Building Recommender system using python

In this tutorial, we are going to make a location-based recommendation system using python and machine learning.

Some other blog post that you may want to read is

Table of Contents

Introduction

With the increasing volume of online information, the recommender system is the best line of defense for consumer choice. Due to the massive information that is available on the web, due to this reason customer often get confused that which product they have to buy because in web there is a countless number of the product that a seller can offer. That problem is known as the paradox of choice.

Challenge Accepted

To solve this problem the recommendation system was built. Its main aim is to provide a better experience to the customer by giving them their favorite products.

The recommendation system does not provide benefits to the consumer only, it also provides benefits to the online store like Amazon, Flipkart, Alibaba and many more.

Let us take an example, suppose that you are going to buy an Apple laptop from Amazon. Then the amazon recommender system also gives you options to buy hard-disk, laptop cover, mouse and many more products also. So this way the recommender system works.

Some years back Amazon reported that by using a recommender system there is a hike in their sales more than 30%. Same as for Netflix also.

So the question arises is that;-

How does the recommender system work

Basically, the idea is very simple, recommendation lists are generated based on the user preferences, item features and the consumer interaction with the particular product. There are some other additional information also like temporal and spatial data.

Temporal data means the data that is related to the past time. For example- user transaction history shows how frequently does he buy the product from us.

And the second term is the spatial data which means information about a physical object. For example- for which particular product that the user most frequently buys.

Types of recommender system

Recommendation models are mainly categorized into three categories that are

1- Collaborative filtering recommender system

Collaborative system predicts what you like based on the other similar user liked in the past.

collaborative filtering recommender system using python

For example- Jack likes to buy a computer because one of his friends also buys a computer the previous month.

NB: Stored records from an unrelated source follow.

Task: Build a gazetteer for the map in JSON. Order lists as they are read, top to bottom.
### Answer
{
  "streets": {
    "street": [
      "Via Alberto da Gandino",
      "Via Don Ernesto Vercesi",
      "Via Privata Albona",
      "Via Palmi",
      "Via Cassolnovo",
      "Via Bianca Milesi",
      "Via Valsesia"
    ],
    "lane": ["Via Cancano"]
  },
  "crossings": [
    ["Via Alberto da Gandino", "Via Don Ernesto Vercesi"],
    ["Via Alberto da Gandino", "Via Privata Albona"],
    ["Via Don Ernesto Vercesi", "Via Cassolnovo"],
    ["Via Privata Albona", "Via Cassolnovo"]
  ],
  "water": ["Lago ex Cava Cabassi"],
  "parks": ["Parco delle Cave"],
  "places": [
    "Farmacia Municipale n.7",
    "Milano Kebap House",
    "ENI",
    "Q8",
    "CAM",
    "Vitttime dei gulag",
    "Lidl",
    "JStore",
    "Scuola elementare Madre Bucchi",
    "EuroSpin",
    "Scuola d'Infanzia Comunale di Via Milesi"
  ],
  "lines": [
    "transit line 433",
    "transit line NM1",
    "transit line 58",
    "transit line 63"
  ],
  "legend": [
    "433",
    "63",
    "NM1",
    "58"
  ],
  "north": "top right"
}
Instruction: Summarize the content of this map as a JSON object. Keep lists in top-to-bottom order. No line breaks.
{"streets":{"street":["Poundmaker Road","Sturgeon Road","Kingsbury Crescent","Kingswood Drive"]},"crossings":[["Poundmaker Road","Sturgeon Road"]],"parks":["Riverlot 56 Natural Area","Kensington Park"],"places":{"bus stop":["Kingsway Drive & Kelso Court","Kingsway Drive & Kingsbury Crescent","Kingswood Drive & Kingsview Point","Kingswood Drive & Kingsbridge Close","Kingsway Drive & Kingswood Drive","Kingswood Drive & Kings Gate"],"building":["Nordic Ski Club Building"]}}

That’s how the collaborative system works.

2- Content-based recommender system

content based recommendation system using python

Content-based systems predict what you like based on what you like in the past.
For example- Shane buys an earphone last week then the content-based system also recommends him to buy a headset or an AirPods.

One major issue with content-based systems is it is only limited to the products from similar categories that the user bought in the past. Maybe the user may have different interests. To solve this issue the hybrid recommender system comes into play.

3- Hybrid recommender system

It is a combination of collaborative based filtering and content-based filtering.
For example- Netflix uses a hybrid recommender system to recommend the movies to the user.

Top 6 Applications of recommender system

1- Products recommendation system that is used by Amazon to recommend the products.

2- Movie recommendation system that is used by Netflix and it is reported that more than 80% of movies that are watched on Netflix came from recommendations.

3-Video recommendation system that is used by YouTube to recommend home-page videos.

4- App recommender system that is used by Google Play and the App Store to recommend similar apps to the user.

5- Location-based recommendation system that is used by an application or service to recommend like best hotels in the XYZ area or the best restaurant in Las Vegas to customers.

6- Facebook recommender system that is used to recommend peoples that you might know.

How to make location-based recommendation system using python

In this example, we are going to make a location-based recommendation system with python and machine learning.

You can download the dataset directly from the Kaggle. Here is the link.

The dataset consists of business information across 11 metropolitan areas in four countries. Some of the features are opening hours, latitude, longitude, reviews, stars, categories and the name of the business along with the id.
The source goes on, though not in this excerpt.